If you use light-duty positions to bring injured employees back to work, some of their tasks may end up being fairly characterized as make-work drudgery. That doesn’t mean an employee can successfully sue—as long as in the past all similarly situated employees ended up in the same kinds of positions.
Recent case: Anna Hall was a plumber for the City of Chicago who took about four years off on disability leave. When she was cleared to work, she still had medical restrictions, including a lifting limit of 25 pounds.
Because of the restrictions, she was placed in a light-duty position in the House Drains Division. Her new supervisor handed her a box of videotapes to watch—and no other work. She dutifully reviewed each tape and took notes, summarizing their content. However, she found much of the video material offensive, since it frequently focused on fecal matter and feminine hygiene products that clog drains.
Hall sued, alleging she had been subjected to a hostile work environment meant to humiliate her.
The city argued that reviewing the tapes was legitimate light-duty work.
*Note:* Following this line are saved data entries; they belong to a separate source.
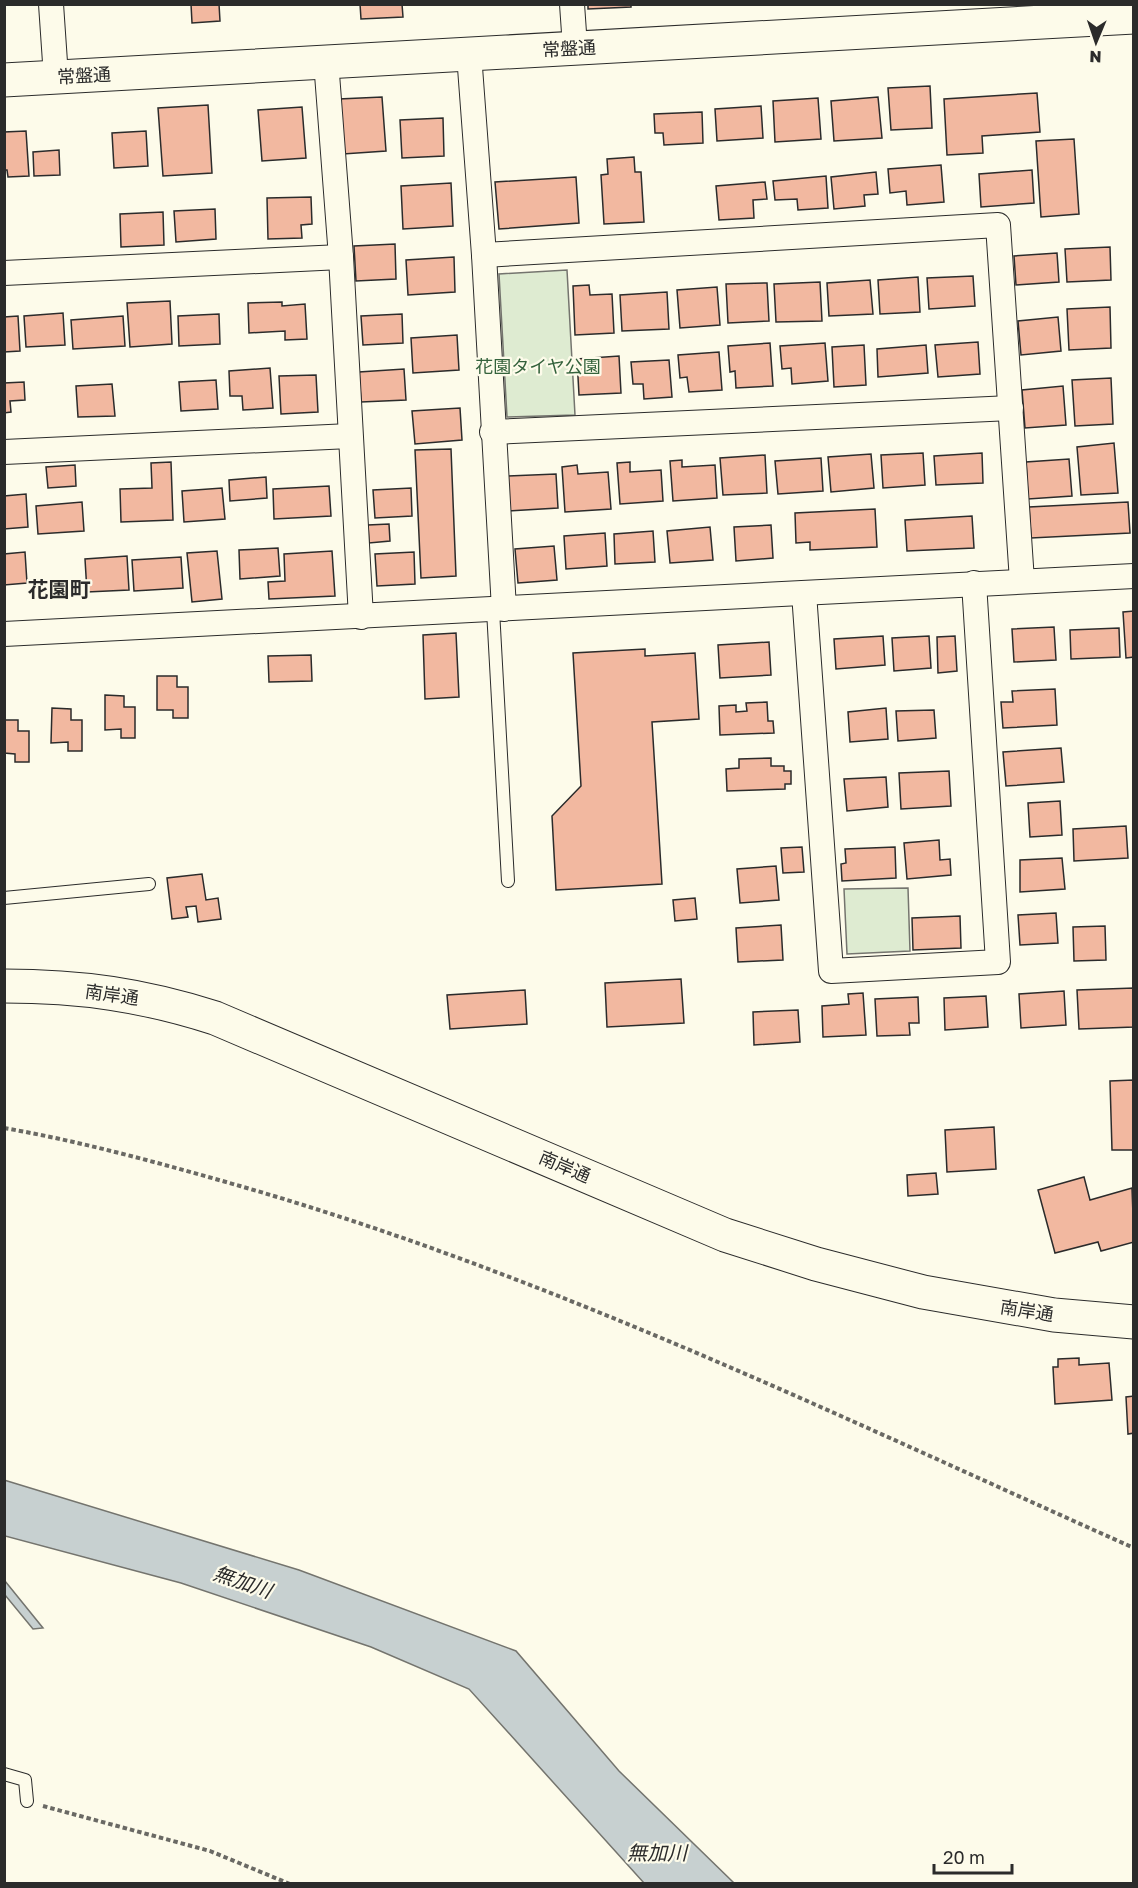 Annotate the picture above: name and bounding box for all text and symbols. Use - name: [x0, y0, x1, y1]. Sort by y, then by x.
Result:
- north arrow: [1066, 12, 1126, 72]
- street label: 常盤通: [541, 36, 597, 60]
- text: N: [1089, 47, 1102, 67]
- street label: 常盤通: [56, 63, 112, 87]
- park label: 花園タイヤ公園: [475, 355, 601, 377]
- district label: 花園町: [28, 576, 91, 602]
- street label: 南岸通: [84, 979, 140, 1009]
- street label: 南岸通: [536, 1145, 594, 1187]
- street label: 南岸通: [999, 1295, 1055, 1325]
- water label: 無加川: [211, 1560, 277, 1603]
- scale bar: [934, 1837, 1012, 1875]
- water label: 無加川: [627, 1840, 689, 1864]
- text: 20 m: [943, 1846, 985, 1868]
It said the information portrayed was integral to determining whether a homeowner or the city was responsible for a clogged drain. By summarizing the videos, Hall enabled her supervisor to have a ready resource to use when homeowners challenged decisions to charge them for unclogging a drain.
The court said Hall had no case. It determined that others on light duty got work that wasn’t particularly interesting, too. It also said the content, given the background, didn’t create a hostile work environment. (Hall v. City of Chicago, No. 09-C-2114, ND IL, 2011)
Bottom line: Light-duty work is sometimes boring and may even be perceived as demeaning. That’s perfectly legal.